Which lines run from the line containing "M244 995 247 1008" through the end of the records below? Reproduce them exactly, and nothing else.

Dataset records
================================
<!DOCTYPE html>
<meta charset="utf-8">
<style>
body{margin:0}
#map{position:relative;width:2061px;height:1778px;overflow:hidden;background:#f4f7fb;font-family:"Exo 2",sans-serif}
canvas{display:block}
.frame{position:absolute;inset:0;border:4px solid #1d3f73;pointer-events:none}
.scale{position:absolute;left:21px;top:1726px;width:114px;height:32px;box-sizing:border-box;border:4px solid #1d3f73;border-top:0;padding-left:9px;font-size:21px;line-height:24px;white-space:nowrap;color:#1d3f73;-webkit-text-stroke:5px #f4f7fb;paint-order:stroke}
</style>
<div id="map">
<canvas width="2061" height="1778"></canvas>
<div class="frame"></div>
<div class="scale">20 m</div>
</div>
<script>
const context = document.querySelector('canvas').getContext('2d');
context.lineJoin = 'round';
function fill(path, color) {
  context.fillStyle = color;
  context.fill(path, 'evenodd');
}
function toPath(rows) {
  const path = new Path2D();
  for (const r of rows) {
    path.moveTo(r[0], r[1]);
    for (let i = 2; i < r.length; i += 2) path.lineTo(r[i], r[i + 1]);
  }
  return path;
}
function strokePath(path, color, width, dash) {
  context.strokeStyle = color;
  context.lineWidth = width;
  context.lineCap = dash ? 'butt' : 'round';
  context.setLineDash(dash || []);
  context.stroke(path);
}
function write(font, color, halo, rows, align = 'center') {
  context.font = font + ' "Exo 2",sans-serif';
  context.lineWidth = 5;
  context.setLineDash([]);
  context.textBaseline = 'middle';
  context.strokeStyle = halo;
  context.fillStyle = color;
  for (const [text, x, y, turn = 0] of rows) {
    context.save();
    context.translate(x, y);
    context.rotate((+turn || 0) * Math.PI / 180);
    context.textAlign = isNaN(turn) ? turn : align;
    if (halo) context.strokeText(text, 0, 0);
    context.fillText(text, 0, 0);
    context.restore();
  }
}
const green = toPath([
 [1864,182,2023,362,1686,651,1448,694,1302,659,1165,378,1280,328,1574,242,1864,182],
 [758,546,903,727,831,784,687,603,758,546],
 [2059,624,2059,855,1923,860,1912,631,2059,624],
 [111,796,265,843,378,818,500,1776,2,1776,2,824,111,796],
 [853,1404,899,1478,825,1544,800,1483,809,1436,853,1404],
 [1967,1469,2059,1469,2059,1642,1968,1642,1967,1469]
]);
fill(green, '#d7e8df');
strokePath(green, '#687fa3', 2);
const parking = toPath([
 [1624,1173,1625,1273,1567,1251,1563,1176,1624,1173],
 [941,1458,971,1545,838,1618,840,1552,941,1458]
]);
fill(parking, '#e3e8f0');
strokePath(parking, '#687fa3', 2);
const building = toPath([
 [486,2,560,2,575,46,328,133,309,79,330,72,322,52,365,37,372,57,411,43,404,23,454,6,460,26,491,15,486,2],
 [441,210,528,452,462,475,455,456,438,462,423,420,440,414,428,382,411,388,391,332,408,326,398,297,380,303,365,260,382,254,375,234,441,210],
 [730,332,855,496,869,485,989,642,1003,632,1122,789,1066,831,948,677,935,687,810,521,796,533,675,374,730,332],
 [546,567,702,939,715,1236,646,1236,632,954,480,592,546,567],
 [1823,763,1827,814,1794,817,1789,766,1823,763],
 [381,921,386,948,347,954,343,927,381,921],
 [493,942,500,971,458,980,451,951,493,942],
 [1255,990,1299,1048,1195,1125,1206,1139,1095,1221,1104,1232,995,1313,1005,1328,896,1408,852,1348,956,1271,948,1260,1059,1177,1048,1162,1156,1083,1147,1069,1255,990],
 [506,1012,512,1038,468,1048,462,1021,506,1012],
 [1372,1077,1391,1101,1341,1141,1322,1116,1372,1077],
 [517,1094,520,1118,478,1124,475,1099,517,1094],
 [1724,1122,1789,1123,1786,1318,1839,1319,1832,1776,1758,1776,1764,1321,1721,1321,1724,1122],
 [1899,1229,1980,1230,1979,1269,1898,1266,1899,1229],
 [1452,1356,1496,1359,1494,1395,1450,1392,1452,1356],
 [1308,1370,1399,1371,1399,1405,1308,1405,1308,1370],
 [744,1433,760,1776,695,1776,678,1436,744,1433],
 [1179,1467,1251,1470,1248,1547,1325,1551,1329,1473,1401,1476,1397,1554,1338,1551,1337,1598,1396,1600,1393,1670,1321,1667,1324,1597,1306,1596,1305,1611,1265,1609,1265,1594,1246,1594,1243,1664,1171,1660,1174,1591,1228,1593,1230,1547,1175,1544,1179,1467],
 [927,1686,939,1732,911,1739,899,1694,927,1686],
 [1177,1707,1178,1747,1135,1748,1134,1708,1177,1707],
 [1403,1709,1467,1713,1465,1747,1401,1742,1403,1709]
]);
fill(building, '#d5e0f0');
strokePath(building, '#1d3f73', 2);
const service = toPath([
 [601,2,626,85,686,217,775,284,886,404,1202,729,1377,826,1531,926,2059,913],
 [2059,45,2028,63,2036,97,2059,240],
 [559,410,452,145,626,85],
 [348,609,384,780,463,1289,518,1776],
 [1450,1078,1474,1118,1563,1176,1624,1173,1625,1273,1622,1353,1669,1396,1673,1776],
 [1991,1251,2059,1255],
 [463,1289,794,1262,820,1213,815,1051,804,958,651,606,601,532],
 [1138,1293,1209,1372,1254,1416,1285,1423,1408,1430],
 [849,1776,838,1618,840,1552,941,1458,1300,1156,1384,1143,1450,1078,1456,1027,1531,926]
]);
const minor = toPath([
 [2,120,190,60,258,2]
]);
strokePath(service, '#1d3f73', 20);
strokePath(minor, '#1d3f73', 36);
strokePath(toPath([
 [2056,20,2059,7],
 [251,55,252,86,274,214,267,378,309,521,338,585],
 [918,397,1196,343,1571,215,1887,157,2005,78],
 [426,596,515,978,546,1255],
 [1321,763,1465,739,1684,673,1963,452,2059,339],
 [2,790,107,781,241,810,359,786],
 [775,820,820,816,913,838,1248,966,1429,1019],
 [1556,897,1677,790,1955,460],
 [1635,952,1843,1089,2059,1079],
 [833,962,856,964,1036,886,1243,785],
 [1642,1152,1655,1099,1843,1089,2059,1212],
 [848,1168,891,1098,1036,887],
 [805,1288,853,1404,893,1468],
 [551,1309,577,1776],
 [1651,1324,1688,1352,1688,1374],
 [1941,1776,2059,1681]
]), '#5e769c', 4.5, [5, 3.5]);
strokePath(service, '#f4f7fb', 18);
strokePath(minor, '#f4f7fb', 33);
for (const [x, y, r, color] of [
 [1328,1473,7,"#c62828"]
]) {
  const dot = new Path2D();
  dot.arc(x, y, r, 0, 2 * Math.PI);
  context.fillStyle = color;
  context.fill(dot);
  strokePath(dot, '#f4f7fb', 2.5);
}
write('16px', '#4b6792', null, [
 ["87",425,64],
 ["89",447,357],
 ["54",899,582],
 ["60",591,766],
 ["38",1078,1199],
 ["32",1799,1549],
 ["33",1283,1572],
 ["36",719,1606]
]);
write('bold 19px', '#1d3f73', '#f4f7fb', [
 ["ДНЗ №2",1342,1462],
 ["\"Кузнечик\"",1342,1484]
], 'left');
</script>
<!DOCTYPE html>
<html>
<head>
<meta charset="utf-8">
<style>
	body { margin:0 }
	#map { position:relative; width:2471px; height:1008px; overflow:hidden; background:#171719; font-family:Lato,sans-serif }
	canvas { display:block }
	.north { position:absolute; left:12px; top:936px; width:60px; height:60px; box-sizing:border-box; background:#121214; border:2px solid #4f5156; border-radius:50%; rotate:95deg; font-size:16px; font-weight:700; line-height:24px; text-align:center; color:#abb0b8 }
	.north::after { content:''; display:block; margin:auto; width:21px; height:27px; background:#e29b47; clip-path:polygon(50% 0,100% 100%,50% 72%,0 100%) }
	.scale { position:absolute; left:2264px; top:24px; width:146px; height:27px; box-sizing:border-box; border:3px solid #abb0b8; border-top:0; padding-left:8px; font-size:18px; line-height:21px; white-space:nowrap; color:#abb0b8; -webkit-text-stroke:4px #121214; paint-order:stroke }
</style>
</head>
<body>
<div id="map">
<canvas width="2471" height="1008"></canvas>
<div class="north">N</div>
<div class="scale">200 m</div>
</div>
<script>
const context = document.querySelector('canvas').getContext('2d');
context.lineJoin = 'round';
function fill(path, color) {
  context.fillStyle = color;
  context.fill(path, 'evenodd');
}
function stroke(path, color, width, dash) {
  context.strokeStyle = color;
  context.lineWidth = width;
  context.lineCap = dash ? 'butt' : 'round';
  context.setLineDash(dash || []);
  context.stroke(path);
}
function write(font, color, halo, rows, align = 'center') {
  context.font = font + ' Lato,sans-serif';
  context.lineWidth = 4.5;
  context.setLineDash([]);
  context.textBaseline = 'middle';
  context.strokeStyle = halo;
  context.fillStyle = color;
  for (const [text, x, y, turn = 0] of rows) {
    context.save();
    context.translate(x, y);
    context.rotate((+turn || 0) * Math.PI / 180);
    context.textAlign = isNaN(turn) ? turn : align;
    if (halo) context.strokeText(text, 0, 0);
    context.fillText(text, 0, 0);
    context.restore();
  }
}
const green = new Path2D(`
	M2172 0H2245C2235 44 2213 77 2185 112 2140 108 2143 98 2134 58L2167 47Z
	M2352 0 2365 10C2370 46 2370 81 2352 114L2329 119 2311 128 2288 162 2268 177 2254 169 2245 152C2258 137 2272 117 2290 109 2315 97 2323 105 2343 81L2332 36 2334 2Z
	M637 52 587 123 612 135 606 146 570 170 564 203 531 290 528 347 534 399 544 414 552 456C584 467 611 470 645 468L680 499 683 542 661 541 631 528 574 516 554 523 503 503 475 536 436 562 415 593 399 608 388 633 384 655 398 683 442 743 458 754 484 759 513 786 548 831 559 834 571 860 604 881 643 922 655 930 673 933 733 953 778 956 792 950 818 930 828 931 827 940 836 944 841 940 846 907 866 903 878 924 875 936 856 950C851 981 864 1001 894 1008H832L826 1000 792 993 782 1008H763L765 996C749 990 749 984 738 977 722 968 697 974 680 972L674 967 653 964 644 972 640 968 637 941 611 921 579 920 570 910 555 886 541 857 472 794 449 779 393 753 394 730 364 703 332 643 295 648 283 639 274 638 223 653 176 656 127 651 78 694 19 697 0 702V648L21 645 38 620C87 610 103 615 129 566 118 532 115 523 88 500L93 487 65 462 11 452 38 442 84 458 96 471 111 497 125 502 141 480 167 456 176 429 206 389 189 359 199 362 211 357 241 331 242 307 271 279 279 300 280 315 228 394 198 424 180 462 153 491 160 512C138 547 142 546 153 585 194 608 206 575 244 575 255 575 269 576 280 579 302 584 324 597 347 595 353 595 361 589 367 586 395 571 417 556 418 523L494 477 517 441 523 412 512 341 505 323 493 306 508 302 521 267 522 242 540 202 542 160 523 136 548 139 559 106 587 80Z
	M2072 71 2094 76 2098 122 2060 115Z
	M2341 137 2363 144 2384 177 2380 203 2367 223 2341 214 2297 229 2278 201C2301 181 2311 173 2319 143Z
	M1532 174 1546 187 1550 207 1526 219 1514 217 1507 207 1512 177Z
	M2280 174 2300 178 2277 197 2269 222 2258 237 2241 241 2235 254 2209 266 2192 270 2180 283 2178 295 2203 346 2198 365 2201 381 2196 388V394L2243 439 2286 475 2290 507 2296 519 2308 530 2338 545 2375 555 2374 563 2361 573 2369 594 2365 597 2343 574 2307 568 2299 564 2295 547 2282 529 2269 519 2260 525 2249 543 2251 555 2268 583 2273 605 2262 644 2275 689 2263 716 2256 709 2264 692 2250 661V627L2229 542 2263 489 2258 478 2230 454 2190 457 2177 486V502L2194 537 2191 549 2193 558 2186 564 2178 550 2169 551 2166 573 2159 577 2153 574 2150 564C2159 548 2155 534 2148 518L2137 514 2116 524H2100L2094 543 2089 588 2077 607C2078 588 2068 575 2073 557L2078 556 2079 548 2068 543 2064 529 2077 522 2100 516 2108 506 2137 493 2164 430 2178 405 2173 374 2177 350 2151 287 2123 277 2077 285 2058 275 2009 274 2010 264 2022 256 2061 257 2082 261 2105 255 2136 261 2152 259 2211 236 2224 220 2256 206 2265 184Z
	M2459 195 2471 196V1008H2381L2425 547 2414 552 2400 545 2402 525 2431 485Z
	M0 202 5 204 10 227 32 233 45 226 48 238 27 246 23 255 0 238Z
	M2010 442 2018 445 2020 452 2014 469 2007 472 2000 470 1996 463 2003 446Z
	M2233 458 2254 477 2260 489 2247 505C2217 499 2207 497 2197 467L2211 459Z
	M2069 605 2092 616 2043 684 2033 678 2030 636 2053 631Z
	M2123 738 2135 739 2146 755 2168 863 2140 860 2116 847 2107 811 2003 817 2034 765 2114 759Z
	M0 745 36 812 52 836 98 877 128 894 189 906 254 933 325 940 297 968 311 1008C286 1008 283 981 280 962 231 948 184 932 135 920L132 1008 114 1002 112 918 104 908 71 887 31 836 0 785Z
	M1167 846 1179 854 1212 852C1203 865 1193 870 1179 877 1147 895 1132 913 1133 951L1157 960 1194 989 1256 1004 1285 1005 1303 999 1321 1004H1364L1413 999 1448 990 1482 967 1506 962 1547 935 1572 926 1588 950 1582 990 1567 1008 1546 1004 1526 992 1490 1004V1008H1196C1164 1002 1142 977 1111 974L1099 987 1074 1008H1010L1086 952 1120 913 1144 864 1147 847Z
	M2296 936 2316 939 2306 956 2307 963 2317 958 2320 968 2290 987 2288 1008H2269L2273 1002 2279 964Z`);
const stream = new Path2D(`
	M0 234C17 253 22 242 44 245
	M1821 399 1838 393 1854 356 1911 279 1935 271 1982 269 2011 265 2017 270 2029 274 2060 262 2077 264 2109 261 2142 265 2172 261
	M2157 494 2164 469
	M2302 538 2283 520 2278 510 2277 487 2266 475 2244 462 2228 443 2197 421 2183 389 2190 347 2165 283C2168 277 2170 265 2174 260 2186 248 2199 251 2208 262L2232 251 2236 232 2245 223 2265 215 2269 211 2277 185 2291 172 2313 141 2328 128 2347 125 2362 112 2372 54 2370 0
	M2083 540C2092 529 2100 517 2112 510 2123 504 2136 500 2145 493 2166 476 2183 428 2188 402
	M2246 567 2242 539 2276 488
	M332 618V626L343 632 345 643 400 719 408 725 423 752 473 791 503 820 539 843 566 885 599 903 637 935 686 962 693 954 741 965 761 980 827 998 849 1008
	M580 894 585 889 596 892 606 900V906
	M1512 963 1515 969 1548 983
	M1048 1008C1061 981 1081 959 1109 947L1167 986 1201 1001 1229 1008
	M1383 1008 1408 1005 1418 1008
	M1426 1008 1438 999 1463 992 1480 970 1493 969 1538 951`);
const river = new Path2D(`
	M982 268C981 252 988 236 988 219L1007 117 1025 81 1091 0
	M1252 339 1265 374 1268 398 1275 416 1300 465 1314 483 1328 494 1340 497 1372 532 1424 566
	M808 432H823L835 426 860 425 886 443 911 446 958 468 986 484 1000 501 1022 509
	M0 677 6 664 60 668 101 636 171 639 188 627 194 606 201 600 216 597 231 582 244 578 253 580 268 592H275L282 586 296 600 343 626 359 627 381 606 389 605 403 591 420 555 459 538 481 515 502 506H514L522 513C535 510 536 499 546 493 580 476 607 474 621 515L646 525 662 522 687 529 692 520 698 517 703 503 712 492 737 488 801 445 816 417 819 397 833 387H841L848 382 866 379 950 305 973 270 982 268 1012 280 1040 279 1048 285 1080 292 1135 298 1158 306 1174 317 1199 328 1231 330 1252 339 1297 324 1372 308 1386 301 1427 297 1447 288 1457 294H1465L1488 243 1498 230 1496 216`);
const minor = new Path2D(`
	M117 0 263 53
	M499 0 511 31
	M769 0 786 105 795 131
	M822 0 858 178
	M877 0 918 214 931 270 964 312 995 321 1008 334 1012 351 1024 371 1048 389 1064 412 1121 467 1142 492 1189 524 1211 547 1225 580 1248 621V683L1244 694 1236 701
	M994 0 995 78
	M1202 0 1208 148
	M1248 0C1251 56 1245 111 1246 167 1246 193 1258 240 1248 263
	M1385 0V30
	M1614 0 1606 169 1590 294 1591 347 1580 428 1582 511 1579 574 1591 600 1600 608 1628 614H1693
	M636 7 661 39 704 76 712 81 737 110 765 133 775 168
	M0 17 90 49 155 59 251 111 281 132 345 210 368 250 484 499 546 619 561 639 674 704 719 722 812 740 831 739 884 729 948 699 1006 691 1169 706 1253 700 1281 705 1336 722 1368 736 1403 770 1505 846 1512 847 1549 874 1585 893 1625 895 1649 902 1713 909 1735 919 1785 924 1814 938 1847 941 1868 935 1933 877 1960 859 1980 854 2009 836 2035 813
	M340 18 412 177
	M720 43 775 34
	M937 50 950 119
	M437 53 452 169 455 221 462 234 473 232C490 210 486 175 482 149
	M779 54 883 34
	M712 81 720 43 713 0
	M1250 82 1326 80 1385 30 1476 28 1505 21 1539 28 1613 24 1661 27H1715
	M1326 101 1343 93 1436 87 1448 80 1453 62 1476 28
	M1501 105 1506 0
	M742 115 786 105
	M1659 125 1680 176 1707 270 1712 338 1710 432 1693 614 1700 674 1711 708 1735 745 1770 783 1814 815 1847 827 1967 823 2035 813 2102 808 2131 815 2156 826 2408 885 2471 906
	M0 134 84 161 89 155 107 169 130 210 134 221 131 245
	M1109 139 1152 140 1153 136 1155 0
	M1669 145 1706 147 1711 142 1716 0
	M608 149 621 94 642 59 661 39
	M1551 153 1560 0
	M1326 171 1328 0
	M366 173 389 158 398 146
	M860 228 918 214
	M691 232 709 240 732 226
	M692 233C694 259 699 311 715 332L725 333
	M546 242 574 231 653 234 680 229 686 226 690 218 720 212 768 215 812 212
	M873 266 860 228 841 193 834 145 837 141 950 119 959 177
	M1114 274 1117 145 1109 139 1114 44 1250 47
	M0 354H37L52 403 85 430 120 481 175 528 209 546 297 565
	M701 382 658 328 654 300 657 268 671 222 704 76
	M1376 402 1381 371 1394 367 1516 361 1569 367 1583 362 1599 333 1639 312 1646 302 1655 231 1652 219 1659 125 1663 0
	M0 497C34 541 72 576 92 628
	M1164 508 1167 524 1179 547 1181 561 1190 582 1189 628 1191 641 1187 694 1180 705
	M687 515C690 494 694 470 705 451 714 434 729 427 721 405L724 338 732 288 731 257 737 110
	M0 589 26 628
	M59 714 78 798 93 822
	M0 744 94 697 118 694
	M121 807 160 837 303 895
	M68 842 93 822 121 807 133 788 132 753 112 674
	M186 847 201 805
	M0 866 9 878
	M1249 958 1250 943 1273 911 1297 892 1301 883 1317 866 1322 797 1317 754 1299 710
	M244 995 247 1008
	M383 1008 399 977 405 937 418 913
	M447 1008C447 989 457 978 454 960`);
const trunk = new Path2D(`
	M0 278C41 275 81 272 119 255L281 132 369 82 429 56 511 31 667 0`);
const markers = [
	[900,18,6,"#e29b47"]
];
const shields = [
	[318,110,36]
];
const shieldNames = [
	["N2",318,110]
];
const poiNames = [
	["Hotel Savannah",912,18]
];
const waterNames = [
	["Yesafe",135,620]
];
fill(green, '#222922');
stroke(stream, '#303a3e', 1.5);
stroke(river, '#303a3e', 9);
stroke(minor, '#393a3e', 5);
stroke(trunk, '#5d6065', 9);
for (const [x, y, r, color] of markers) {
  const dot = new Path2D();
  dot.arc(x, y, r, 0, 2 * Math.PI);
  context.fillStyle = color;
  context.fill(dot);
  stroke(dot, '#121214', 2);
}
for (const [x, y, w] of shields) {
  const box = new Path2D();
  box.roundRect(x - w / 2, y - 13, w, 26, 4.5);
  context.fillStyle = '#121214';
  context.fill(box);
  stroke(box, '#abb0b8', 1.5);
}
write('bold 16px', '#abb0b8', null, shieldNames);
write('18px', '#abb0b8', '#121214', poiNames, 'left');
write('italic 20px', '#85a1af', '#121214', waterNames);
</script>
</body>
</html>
================================
TASK SOLUTION:
	M244 995 247 1008
	M383 1008 399 977 405 937 418 913
	M447 1008C447 989 457 978 454 960`);
const trunk = new Path2D(`
	M0 278C41 275 81 272 119 255L281 132 369 82 429 56 511 31 667 0`);
const markers = [
	[900,18,6,"#e29b47"]
];
const shields = [
	[318,110,36]
];
const shieldNames = [
	["N2",318,110]
];
const poiNames = [
	["Hotel Savannah",912,18]
];
const waterNames = [
	["Yesafe",135,620]
];
fill(green, '#222922');
stroke(stream, '#303a3e', 1.5);
stroke(river, '#303a3e', 9);
stroke(minor, '#393a3e', 5);
stroke(trunk, '#5d6065', 9);
for (const [x, y, r, color] of markers) {
  const dot = new Path2D();
  dot.arc(x, y, r, 0, 2 * Math.PI);
  context.fillStyle = color;
  context.fill(dot);
  stroke(dot, '#121214', 2);
}
for (const [x, y, w] of shields) {
  const box = new Path2D();
  box.roundRect(x - w / 2, y - 13, w, 26, 4.5);
  context.fillStyle = '#121214';
  context.fill(box);
  stroke(box, '#abb0b8', 1.5);
}
write('bold 16px', '#abb0b8', null, shieldNames);
write('18px', '#abb0b8', '#121214', poiNames, 'left');
write('italic 20px', '#85a1af', '#121214', waterNames);
</script>
</body>
</html>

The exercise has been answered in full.